Text Mining Pitchfork Music Reviews for Descriptors of Vocal Sounds

Posted on May 9, 2024 by Rodney McGhee

By R.J. McGhee

Introduction

Have you ever wondered how music reviewers write about vocalists in their reviews? How do music reviewers depict the way vocalists sing? Which adjectives and verbs help create a depiction of vocal styles?

As a student in a master’s program in Information Science and Technology and a musician, my goal for the Cultural Analytics Certificate Practicum project is to use my background knowledge to explore how reviewers of music albums describe sound, specifically the description of the musical properties of vocal sounds. I selected a dataset of music reviews from the prominent music journalism platform, Pitchfork, for this analysis.

To analyze the words used to describe vocal sounds in Pitchfork music reviews, I employ natural language processing techniques, utilizing Python libraries like pandas, and SpaCy to tally a list of Tagg’s “Sound Descriptor Words” within the Pitchfork Reviews. To see my full code, follow this link.

Background:

In his book, “Music Meanings,” Musicologist Phillip Tagg investigates the ways we discuss music and its significance to the world (Tagg, 2013). Tagg identifies the phenomenon of individuals talking about vocals using the “Aesthetic Perspective.” Tagg defines the “Aesthetic Perspective” in terms of how vocal sounds are perceived, interpreted, and reacted to by listeners (Tagg, 2013).

Tagg created a list of ‘Directly Sound Descriptive Adjectives and Verbs’ to catalog the language commonly used when discussing the qualities of vocal sound. See his list below:

Sound Descriptor Word List:

hum, high-pitched, whiny, squeaky, booming, low-pitched, deep, full-throated, gruff, breathy, husky, guttural, distinct, harsh, indistinct, muffled, plaintive, rasping, roaring, shrill, stammering, loud, declamatory, soft, quiet, monotone, lispy, bird-like, hoarse, throaty, babble, bark, bawl, belch, bellow, bleat, blubber, boom, buzz, cackle, caterwaul, chant, chatter, chuckle, chirp, cluck, complain, cough, croak, croon, cry, declaim, denounce, drone, exclaim, gargle, gasp, giggle, growl, grumble, gurgle, hiccup, hiss, hoot, howl, lament, laugh, lilt, moan, mumble, mutter, praise, preach, proclaim, pronounce, quack, quip, rant, recite, roar, scream, screech, shout, shriek, sigh, snap [at], snarl, snigger, snore, snort, sob, spit, splutter, squawk, squeak, stammer, stutter, twitter, ululate, wail, warble, weep, wheeze, whimper, whine, whinge, whisper, whistle, whoop, yammer, yap, yawn, yell, yelp, yow

By examining the frequency of these Sound Descriptors and their association with genre categorization in Pitchfork reviews, I hope to find insights into whether and how reviewers are using sound descriptors in their writing.
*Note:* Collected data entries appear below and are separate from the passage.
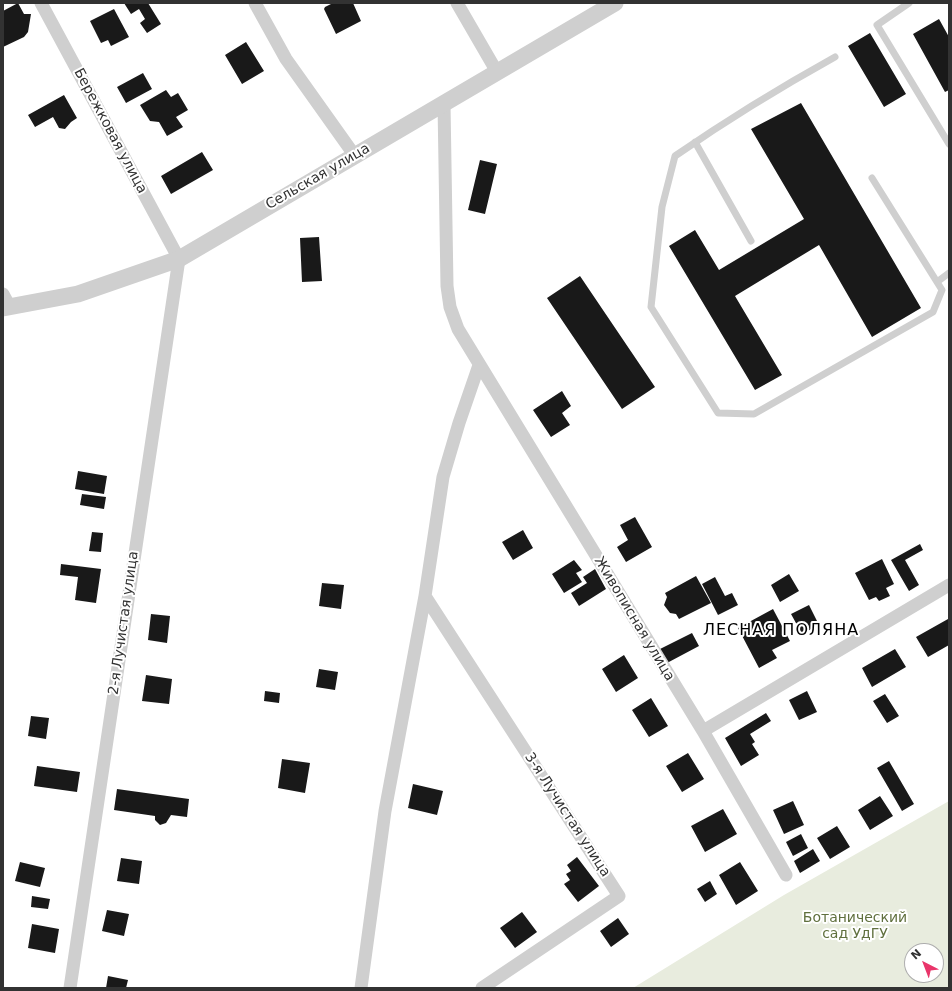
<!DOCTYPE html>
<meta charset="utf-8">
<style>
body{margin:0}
#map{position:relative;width:952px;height:991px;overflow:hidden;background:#fff;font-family:"DejaVu Sans",sans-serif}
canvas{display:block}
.frame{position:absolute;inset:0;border:4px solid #323232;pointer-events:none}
.north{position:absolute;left:904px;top:943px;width:40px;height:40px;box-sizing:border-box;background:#fff;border:1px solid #adadad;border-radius:50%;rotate:318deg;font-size:11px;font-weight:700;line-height:16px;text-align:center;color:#323232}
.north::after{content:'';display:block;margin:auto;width:14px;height:18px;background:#e9356a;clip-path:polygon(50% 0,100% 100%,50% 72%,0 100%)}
</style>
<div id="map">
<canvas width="952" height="991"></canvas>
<div class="frame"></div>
<div class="north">N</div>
</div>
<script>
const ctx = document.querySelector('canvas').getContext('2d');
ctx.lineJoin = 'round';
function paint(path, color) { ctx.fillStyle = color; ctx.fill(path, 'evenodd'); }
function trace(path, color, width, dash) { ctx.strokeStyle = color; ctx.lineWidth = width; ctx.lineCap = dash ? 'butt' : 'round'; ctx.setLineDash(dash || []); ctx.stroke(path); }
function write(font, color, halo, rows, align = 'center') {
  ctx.font = font + ' "DejaVu Sans",sans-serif'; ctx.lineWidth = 4; ctx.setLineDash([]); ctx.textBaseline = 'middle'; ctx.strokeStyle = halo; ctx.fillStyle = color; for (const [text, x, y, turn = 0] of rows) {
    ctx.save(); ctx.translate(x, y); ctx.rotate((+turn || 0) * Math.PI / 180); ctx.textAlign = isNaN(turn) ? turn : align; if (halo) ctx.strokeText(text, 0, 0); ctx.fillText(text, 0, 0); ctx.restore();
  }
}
paint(new Path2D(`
 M 949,801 L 949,988 L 633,988 L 784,895 ZM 912,951 L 936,951 L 936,975 L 912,975 Z`), '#e8ecde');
paint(new Path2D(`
 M 18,3 L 24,14 L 31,14 L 28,32 L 24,37 L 3,47 L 3,11 Z
 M 124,3 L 148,3 L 161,24 L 147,33 L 140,23 L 145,19 L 139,9 L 131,14 Z
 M 333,3 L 353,3 L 361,21 L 336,34 L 324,9 L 325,7 Z
 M 114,9 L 129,37 L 111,46 L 108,40 L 101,43 L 90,21 Z
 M 939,19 L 949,37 L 949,90 L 945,92 L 913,34 Z
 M 870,33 L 906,94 L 884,107 L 848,46 Z
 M 246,42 L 264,71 L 242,84 L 225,55 Z
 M 143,73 L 152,89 L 126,103 L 117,87 Z
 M 166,90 L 171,97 L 178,93 L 188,110 L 176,117 L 183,127 L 167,136 L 159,122 L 150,121 L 140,105 Z
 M 64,95 L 77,118 L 71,122 L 65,129 L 59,128 L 53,117 L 35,127 L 28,115 Z
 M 801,103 L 921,308 L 872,337 L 819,245 L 735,296 L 782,375 L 755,390 L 669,246 L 695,230 L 719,270 L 804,219 L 751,129 Z
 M 202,152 L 213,170 L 171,194 L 161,176 Z
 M 480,160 L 497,164 L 485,214 L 468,210 Z
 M 319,237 L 322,281 L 302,282 L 300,238 Z
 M 580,276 L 655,387 L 622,409 L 547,298 Z
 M 562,391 L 571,406 L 562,413 L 570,425 L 551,437 L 533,410 Z
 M 78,471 L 107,476 L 104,494 L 75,489 Z
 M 82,494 L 106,497 L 104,509 L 80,505 Z
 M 635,517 L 652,547 L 626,562 L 617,547 L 628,540 L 620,525 Z
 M 523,530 L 533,548 L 513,560 L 502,542 Z
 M 92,532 L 103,533 L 101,552 L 89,551 Z
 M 920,544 L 923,550 L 905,560 L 919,585 L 909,591 L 891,560 Z
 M 882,559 L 894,584 L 886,588 L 890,596 L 879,601 L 876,597 L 869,600 L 855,573 Z
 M 574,560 L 582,570 L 576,573 L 582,582 L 564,593 L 552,574 Z
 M 61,564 L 101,569 L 96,603 L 75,600 L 78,577 L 60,575 Z
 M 595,569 L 606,589 L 579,606 L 571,593 L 587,583 L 583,577 Z
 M 789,574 L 799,591 L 780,602 L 771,585 Z
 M 696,576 L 711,603 L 679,619 L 676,614 L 670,613 L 664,605 L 667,597 L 665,593 Z
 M 715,577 L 725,596 L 732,593 L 738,605 L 718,615 L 702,584 Z
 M 322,583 L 344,585 L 341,609 L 319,606 Z
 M 809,605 L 819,625 L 802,634 L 791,614 Z
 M 773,609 L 790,641 L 772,650 L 777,658 L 759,668 L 738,628 Z
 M 151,614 L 170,616 L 167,643 L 148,640 Z
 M 948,619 L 949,621 L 949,645 L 928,657 L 916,637 Z
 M 692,633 L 699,646 L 667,663 L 660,649 Z
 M 895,649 L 906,667 L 872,687 L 862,668 Z
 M 624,655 L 638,678 L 616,692 L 602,669 Z
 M 319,669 L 338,672 L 335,690 L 316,687 Z
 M 146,675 L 172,679 L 169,704 L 142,701 Z
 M 265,691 L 280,693 L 279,703 L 264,701 Z
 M 807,691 L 817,712 L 799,720 L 789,700 Z
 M 885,694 L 899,716 L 887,723 L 873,701 Z
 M 651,698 L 668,726 L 649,737 L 632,710 Z
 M 766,713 L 771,721 L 750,734 L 755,742 L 752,744 L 759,755 L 741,766 L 725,738 Z
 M 31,716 L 49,718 L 46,739 L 28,736 Z
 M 688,753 L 704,779 L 682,792 L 666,766 Z
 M 282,759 L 310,763 L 305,793 L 278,788 Z
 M 889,761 L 914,804 L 902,811 L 877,768 Z
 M 37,766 L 80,772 L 77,792 L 34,786 Z
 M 413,784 L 443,791 L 437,815 L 408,808 Z
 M 117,789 L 189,799 L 187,817 L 171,815 L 166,823 L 160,825 L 155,820 L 155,816 L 114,810 Z
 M 880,796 L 893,816 L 870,830 L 858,810 Z
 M 793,801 L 804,825 L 784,834 L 773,810 Z
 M 723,809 L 737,834 L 705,852 L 691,826 Z
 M 837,826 L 850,847 L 830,859 L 817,838 Z
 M 801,834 L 808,848 L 793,856 L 786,842 Z
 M 813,849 L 820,861 L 800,873 L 794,861 Z
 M 577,857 L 599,886 L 578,902 L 564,884 L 570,880 L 566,874 L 571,871 L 567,865 Z
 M 121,858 L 142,861 L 139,884 L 117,881 Z
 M 20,862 L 45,868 L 40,887 L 15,881 Z
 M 740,862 L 758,891 L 736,905 L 719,875 Z
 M 710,881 L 717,894 L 705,902 L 697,889 Z
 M 32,896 L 50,899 L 48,909 L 31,907 Z
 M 107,910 L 129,914 L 124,936 L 102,931 Z
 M 522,912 L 537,932 L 515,948 L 500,928 Z
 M 618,918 L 629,934 L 611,947 L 600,931 Z
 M 32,924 L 59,929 L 55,953 L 28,948 Z
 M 108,976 L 128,980 L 126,988 L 106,988 Z`), '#191919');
trace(new Path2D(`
 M 909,3 L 877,25 L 949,144
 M 835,57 C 781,87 727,120 675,156 L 662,207 L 651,307 L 718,413 L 754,414 L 933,312 L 942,290 L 872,178
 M 695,142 L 751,241
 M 937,282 L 949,273`), '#cfcfcf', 7);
trace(new Path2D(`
 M 41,3 L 179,259 L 70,988
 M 255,3 L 286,59 L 355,156
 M 457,3 L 497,72
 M 444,104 L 447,286 L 450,307 L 458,329 L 703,731 L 786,875
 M 3,294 L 10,307
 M 425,596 L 619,896 L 482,988
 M 703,731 L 949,585
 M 361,988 L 385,811 L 425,596 L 443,477 L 459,423 L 479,365`), '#cfcfcf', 13);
trace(new Path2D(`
 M 3,308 L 78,294 L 179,259 L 615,3`), '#cfcfcf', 17);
write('14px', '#323232', '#fff', [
 ["Бережковая улица",110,131,62],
 ["Сельская улица",318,177,-30],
 ["Живописная улица",634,619,59],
 ["2-я Лучистая улица",124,623,-82],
 ["3-я Лучистая улица",567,815,57]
]);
write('14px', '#60703e', '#fff', [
 ["Ботанический",855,918],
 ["сад УдГУ",855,934]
]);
ctx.letterSpacing = '1px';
write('16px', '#000', '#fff', [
 ["ЛЕСНАЯ ПОЛЯНА",781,631]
]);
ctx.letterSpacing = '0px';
</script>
This involves tallying the occurrences of words from Phillip Tagg’s list in sentences discussing vocal sounds.

The Dataset

For my dataset, I downloaded a set of 24,169 Pitchfork reviews spanning from January 5, 1999, to December 12, 2021 that Nolan Conaway web-scraped from the Pitchfork website.

I chose this dataset because of its accessibility and its cultural importance to music journalism. Pitchfork is a cornerstone of the online music review culture. Pitchfork started in 1996 as a small music review website and has now grown to be one of the most well-known music review websites internationally (“The History of Pitchfork’s Reviews Section in 38 Reviews,” 2021).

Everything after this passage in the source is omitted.